En México la inversión en servicios médicos es de apenas un 6.2% del PIB, el promedio en los países miembros de la OCDE es del 8.9%. Los pocos recursos destinados a salud se ven aún más disminuidos en términos reales porque un alto porcentaje se dedica a gastos administrativos (algunas estimaciones indican que por cada peso destinado a salud sólo 40 centavos se invierten en infraestructura e insumos para la atención de los pacientes). La OCDE señala que nuestro país destina a gastos administrativos en el sector salud más del doble del promedio de lo que gastan en este rubro los demás países miembros. Hace unos días, un diario de circulación nacional, señalaba que del total del gasto en sueldos de todo el sector salud, 60 por ciento se iba al área administrativa y únicamente el 40 por ciento correspondía a personal médico. Y por si esto fuera poco, existe evidencia de que los escasos recursos destinados a la salud no se están usando adecuadamente; se han documentado desvíos de dinero en los estados de Michoacán, Guerrero y Veracruz por 8 mil 675 millones de pesos.

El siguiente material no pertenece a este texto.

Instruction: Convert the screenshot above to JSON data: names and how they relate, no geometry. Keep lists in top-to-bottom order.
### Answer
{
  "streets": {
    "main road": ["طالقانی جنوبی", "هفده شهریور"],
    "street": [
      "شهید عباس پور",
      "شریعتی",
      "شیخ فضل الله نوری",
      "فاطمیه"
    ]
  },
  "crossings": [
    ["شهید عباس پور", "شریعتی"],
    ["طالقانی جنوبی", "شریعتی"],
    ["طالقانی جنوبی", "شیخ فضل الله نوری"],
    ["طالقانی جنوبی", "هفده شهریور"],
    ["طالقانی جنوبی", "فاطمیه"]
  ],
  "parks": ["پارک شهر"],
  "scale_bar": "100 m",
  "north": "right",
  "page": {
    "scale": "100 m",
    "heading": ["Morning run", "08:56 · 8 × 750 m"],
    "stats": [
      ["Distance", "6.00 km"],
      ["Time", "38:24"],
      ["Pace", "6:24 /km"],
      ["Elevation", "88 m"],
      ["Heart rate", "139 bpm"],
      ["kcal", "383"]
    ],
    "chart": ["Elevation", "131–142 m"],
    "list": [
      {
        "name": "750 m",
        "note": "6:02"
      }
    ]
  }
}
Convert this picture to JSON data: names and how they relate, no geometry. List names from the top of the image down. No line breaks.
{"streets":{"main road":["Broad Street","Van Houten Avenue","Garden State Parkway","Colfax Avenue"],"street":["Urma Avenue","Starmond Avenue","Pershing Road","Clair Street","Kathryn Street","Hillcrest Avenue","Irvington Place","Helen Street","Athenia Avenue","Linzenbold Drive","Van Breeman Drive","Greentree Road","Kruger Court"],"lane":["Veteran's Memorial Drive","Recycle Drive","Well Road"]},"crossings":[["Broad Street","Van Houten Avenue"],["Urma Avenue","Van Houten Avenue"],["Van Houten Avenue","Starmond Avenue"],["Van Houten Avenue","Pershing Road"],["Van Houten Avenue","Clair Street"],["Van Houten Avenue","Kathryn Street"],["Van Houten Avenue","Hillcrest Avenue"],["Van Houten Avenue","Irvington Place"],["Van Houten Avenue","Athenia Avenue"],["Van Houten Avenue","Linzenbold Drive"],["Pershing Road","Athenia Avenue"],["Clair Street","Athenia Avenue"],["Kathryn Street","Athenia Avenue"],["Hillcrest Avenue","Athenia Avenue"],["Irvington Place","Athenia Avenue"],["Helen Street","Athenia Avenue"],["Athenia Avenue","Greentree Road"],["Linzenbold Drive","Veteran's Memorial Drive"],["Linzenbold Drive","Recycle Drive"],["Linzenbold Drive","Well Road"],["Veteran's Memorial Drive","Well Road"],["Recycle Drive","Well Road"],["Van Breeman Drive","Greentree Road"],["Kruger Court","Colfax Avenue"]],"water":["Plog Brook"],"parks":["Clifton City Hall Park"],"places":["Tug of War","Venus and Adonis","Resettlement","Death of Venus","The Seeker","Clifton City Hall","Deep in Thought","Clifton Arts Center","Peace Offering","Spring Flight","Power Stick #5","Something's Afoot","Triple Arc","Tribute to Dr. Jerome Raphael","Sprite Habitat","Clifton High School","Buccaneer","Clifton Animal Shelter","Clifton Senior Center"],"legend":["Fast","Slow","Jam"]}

También se resalta la poca disponibilidad de recursos humanos y su pésima distribución. Se dice que por cada mil habitantes en el país existen apenas 2.2 médicos y 2.6 enfermeras disponibles y éstos se encuentran brutalmente concentrados en las ciudades; en cambio, en los demás países de la OCDE el promedio es de 3.3 y 9.1, respectivamente y su distribución es más equilibrada. Se mencionan los importantes rezagos en cuanto al uso de la tecnología médica y la falta de capacidad del gobierno para atender las enfermedades crónicas degenerativas. Por ejemplo, los implantes de marcapasos en nuestro país presentan una tasa de 2 por cada millón de habitantes, mientras que en países como Colombia es de 20, en Argentina 40 y en los Estados Unidos 300. Y la Federación Internacional de Diabetes pone a México en el sexto lugar con mayor índice de personas enfermas después de China, India, Estados Unidos, Brasil y Rusia, sin embargo, no contamos con una estrategia gubernamental y un programa nacional para tratar dicha enfermedad.

Así califican los organismos de cooperación internacional la efectividad para hacer valer en México uno de los derechos fundamentales: el derecho a la salud. Lo inquietante no es el hecho de que la objetividad requerida para modificar el estado de cosas en materia de salud en México, nos tenga que llegar de fuera, sino que esta aparente objetividad viene emparejada con un esquema de solución que conlleva una mayor mercantilización de la atención médica. Bajo la idea de optimización del uso de los recursos y el manejo eficiente de la inversión, subyace una definición difusa de valor que puede prestarse a cualquier cantidad de interpretaciones o definiciones, muchas de las cuáles no son necesariamente en beneficio de las personas.

¿Quién y bajo qué criterios define el tipo de servicios que dan valor a la atención médica? ¿Dónde está la frontera entre valor y rentabilidad económica? ¿Dónde queda el criterio y experiencia del médico para tomar decisiones en el momento? ¿Esto valida los esquemas vigentes en varias de las empresas farmacéuticas que no destinan recursos a la investigación para el desarrollo de tratamientos de las enfermedades que afectan a los países pobres porque este tipo de trabajo no aporta valor? Y finalmente, ¿Quién definirá el perfil que se requiere entre los directivos del sector salud para poder hablar de valor en todo el proceso de atención médica? Porque está claro que con funcionarios como el secretario de salud de Jalisco no se puede llegar muy lejos. Funcionarios que desconocen la labor y naturaleza de las instituciones que le dan soporte al sistema público de salud y que ignoran por completo como es el proceso de atención de un paciente poco o nada pueden aportar a mejorar el estado de cosas prevalecientes.